In terms of the US employment data, Deutsche Bank’s forecast for Friday’s payrolls is +215k (consensus +200k) with private payrolls at +185k (consensus +200k). Last month the data printed at +12k and -46k, respectively, with weather and strikes impacting the numbers. For private payrolls it was the first negative print since December 2020 during the winter Covid wave. The DB economist forecast assumes 75k of positive payback split equally between weather and returning strikers. DB and consensus expect the unemployment rate to hold at 4.1%. Prior to this we have JOLTS (tomorrow), ADP (Wednesday) and the employment components of today manufacturing ISM and Wednesday’s services equivalent. JOLTS is always one month behind payrolls (e.g. October) so it will be influenced by the weather disruptions we had that month.

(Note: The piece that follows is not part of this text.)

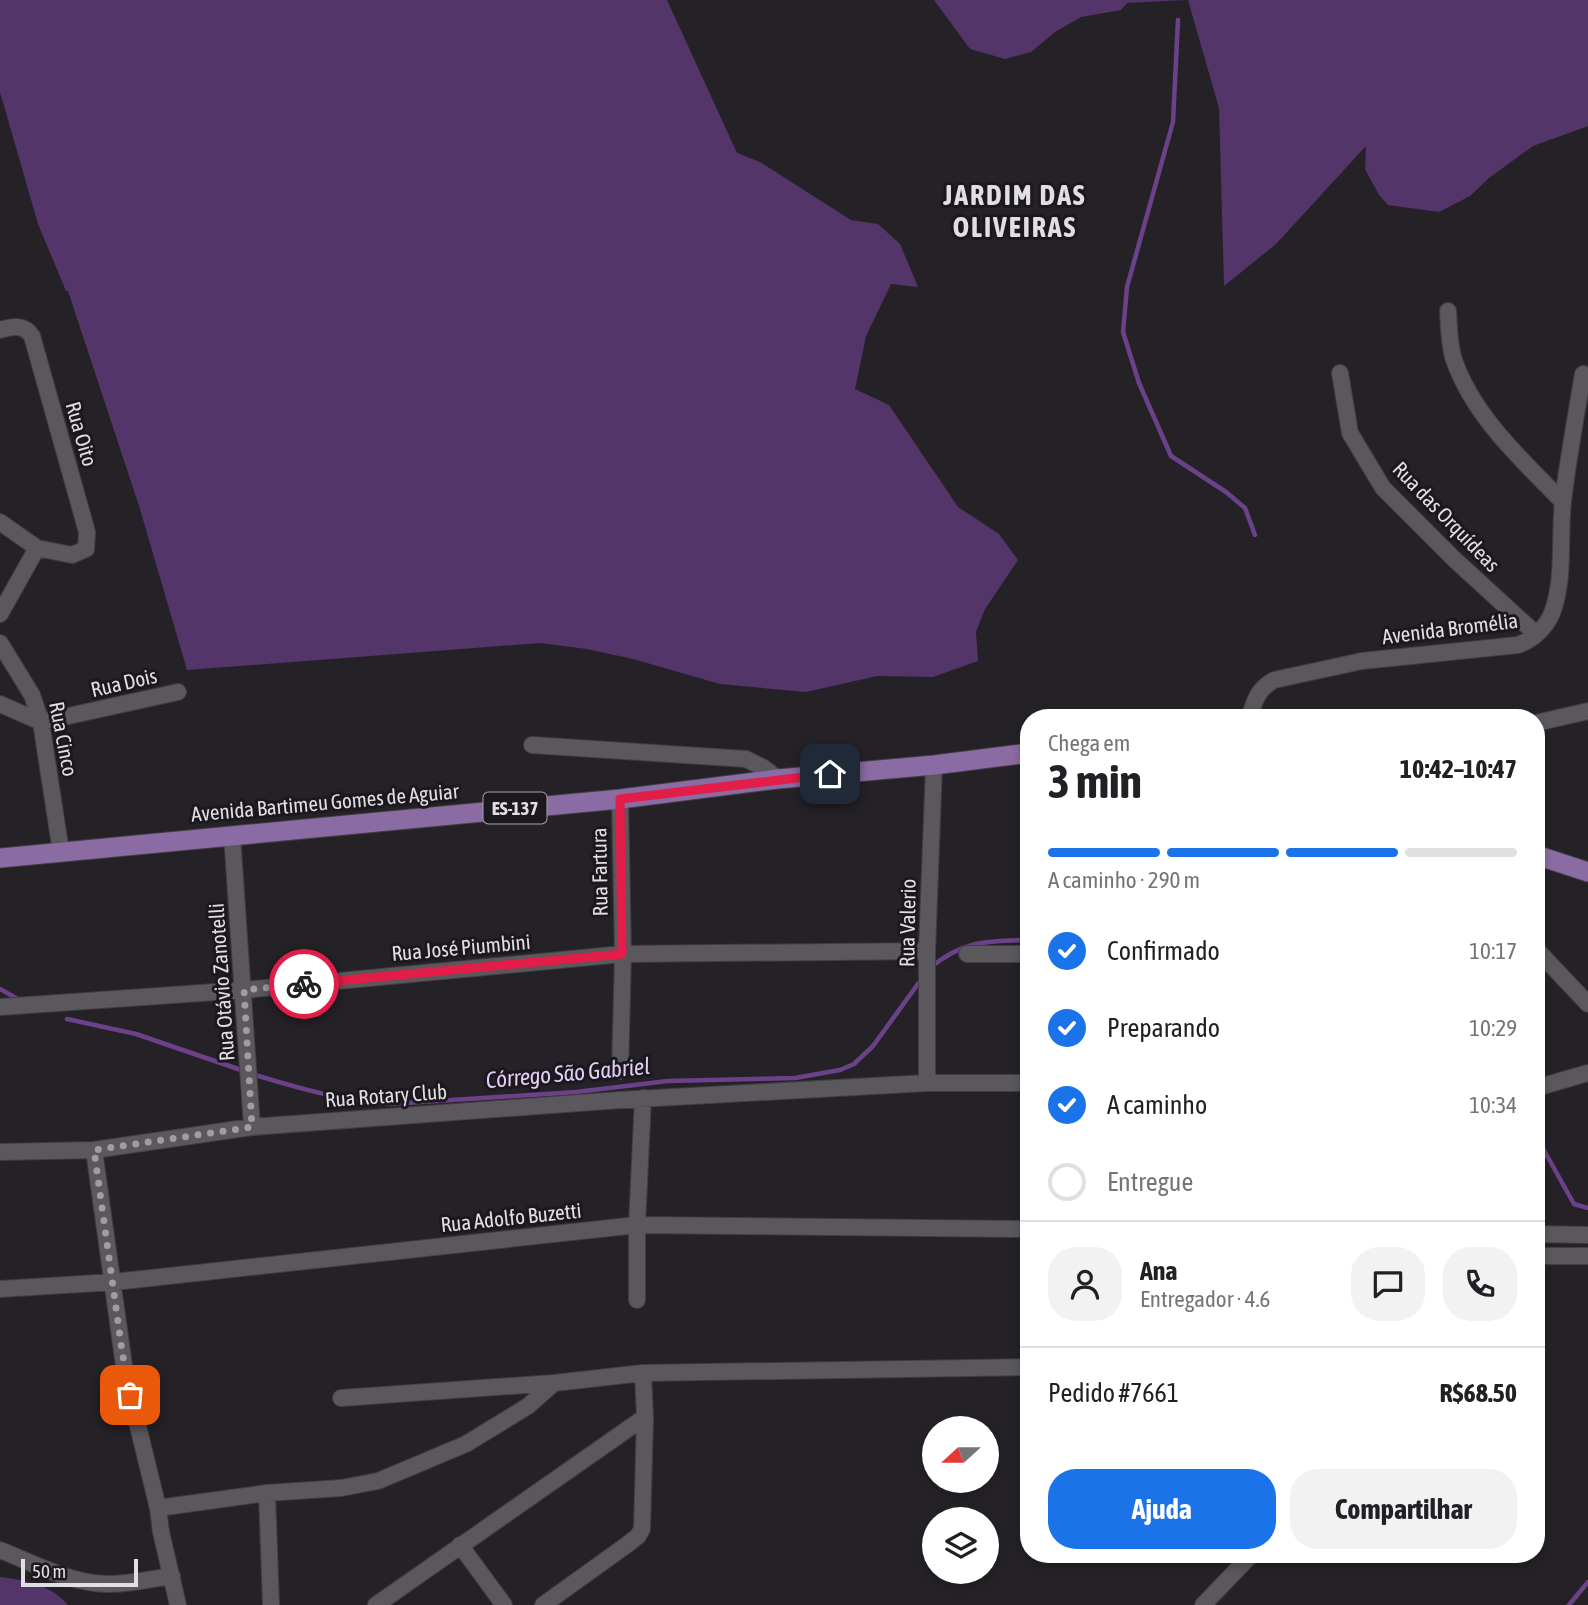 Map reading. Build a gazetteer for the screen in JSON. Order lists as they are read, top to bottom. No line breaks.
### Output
{"streets":{"main road":["Avenida Bartimeu Gomes de Aguiar","ES-137"],"street":["Rua Oito","Rua das Orquídeas","Avenida Bromélia","Rua Dois","Rua Cinco","Rua Fartura","Rua Valerio","Rua José Piumbini","Rua Otávio Zanotelli","Rua Rotary Club","Rua Adolfo Buzetti"]},"crossings":[["Rua das Orquídeas","Avenida Bromélia"],["Rua Dois","Rua Cinco"],["Rua Cinco","Avenida Bartimeu Gomes de Aguiar"],["Avenida Bartimeu Gomes de Aguiar","Rua Fartura"],["Avenida Bartimeu Gomes de Aguiar","Rua Valerio"],["Avenida Bartimeu Gomes de Aguiar","Rua Otávio Zanotelli"],["Rua Fartura","Rua José Piumbini"],["Rua Valerio","Rua José Piumbini"],["Rua Valerio","Rua Rotary Club"],["Rua José Piumbini","Rua Otávio Zanotelli"],["Rua Otávio Zanotelli","Rua Rotary Club"]],"districts":["JARDIM DAS OLIVEIRAS"],"water":["Córrego São Gabriel"],"scale_bar":"50 m","north":"left","page":{"heading":["3 min","Chega em","10:42–10:47"],"panel":["Ana","Entregador · 4.6","Pedido #7661","R$68.50"],"bar":"A caminho · 290 m","list":[["Confirmado","10:17"],["Preparando","10:29"],["A caminho","10:34"],"Entregue"],"buttons":["Ajuda","Compartilhar"],"scale":"50 m"}}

Over in Europe, a number of economic activity indicators are due for the main economies including factory orders (Thursday), industrial production and the trade balance for Germany (both Friday). Industrial production (Thursday) and the trade balance (Friday) are also due for France. Otherwise there will also be November CPI prints in Switzerland (Tuesday) and Sweden (Thursday).

In Asia, Japan’s wages and consumption activity are out on Friday. In Australia, Q3 GDP will be released on Wednesday. Briefly rounding off with geopolitics, South Africa took over the G20 presidency from Italy yesterday and the OPEC and non-OPEC ministerial meeting (online) will be held on Thursday as supply remains in focus.

Also watch France today as the National Assembly starts to review social security within the budget bill. If Barnier uses article 49.3 to push through the bill without a vote, it is feasible a no-confidence motion could come as early as today if the premier doesn’t take into account the demands of the far-left and far-right. Le Pen in particular has been very hawkish over the weekend, suggesting that her extra budget demands need to be met today.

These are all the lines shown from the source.